By muddying the value of the dollar that we use to measure economic activity, this blinds us to what is happening. The price level is only the tip of the iceberg. What flies under the radar is the distortion of economic activity away from what is truly productive and toward what the government wants.
In a desperate attempt to cover federal deficits between 2008 and 2021, the Fed increased the monetary base (i.e., printed more money) by more than 650%, while the nominal gross domestic product (the annual sum of all the goods and services produced within the nation’s borders) only grew by 63%—a classic inflationary case of more dollars chasing fewer goods and services.
By December of 2021, 87% of all U.S. government-issued dollars had been created as recently as 2008—with nearly half having been created in the first two years of the coronavirus pandemic. That sent inflation rates to 40-year highs and caused the Fed to panic and stop covering federal deficits by slamming on the monetary brakes—in other words, by stopping printing new money and increasing interest rates to attempt to slow down inflation.

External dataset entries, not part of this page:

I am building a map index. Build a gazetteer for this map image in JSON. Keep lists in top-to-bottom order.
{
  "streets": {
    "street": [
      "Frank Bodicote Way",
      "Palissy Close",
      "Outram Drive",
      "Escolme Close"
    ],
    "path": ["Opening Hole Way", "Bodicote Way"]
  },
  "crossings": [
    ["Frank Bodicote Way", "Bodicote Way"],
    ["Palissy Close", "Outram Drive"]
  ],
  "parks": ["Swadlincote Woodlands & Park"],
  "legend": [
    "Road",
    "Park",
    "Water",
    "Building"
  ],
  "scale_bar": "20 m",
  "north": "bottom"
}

With federal deficits at record levels and no new money being pumped into the system, interest rates spiked as the government aggressively crowded out the ability of the private sector to borrow. In just 10 months, mortgage rates spiked from 3% to over 7%, adding over $330,000 to the lifetime interest costs of a mortgage on an average home.
In short, the Fed is holding the wolf by the ears. Any attempt to tame inflation will starve the economy as the government has its fill at the buffet. Any attempt to ease the government’s crowding-out of borrowing means inflation continues to grow and imposes an indirect but very harsh “tax” on American families. The Fed has lost control because of the magnitude of money—your money—the government is spending.
Instead of buying us time, the Fed’s 2008 trade of a debt crisis for an inflation crisis boiled the frog in the pot.
The only solution to a government that demands more and more of the fruits of your labors is to cut government spending and power.
We must undo these layers of increasingly less transparent theft from hard-working Americans. We are facing $20 trillion in new projected federal deficits over the next 10 years—$150,000 per household, with the debt already becoming like American families’ second mortgage at $250,000 per household.
The solution cannot be to simply trim the growth rate of government or to cut a meager $12 billion off next year’s spending levels, as the current version of the debt ceiling bill would do. This bill would suspend the debt limit for almost two years, handing a blank check to President Joe Biden and committing—for all the world to see—to an unaltered course straight to economic oblivion.
The debt ceiling was intended to be an indispensable tool to safeguard the American people against such abuses. It’s time we finally use it to boldly dismantle decades of reckless government expansion that continues to suffocate the American people and their economy.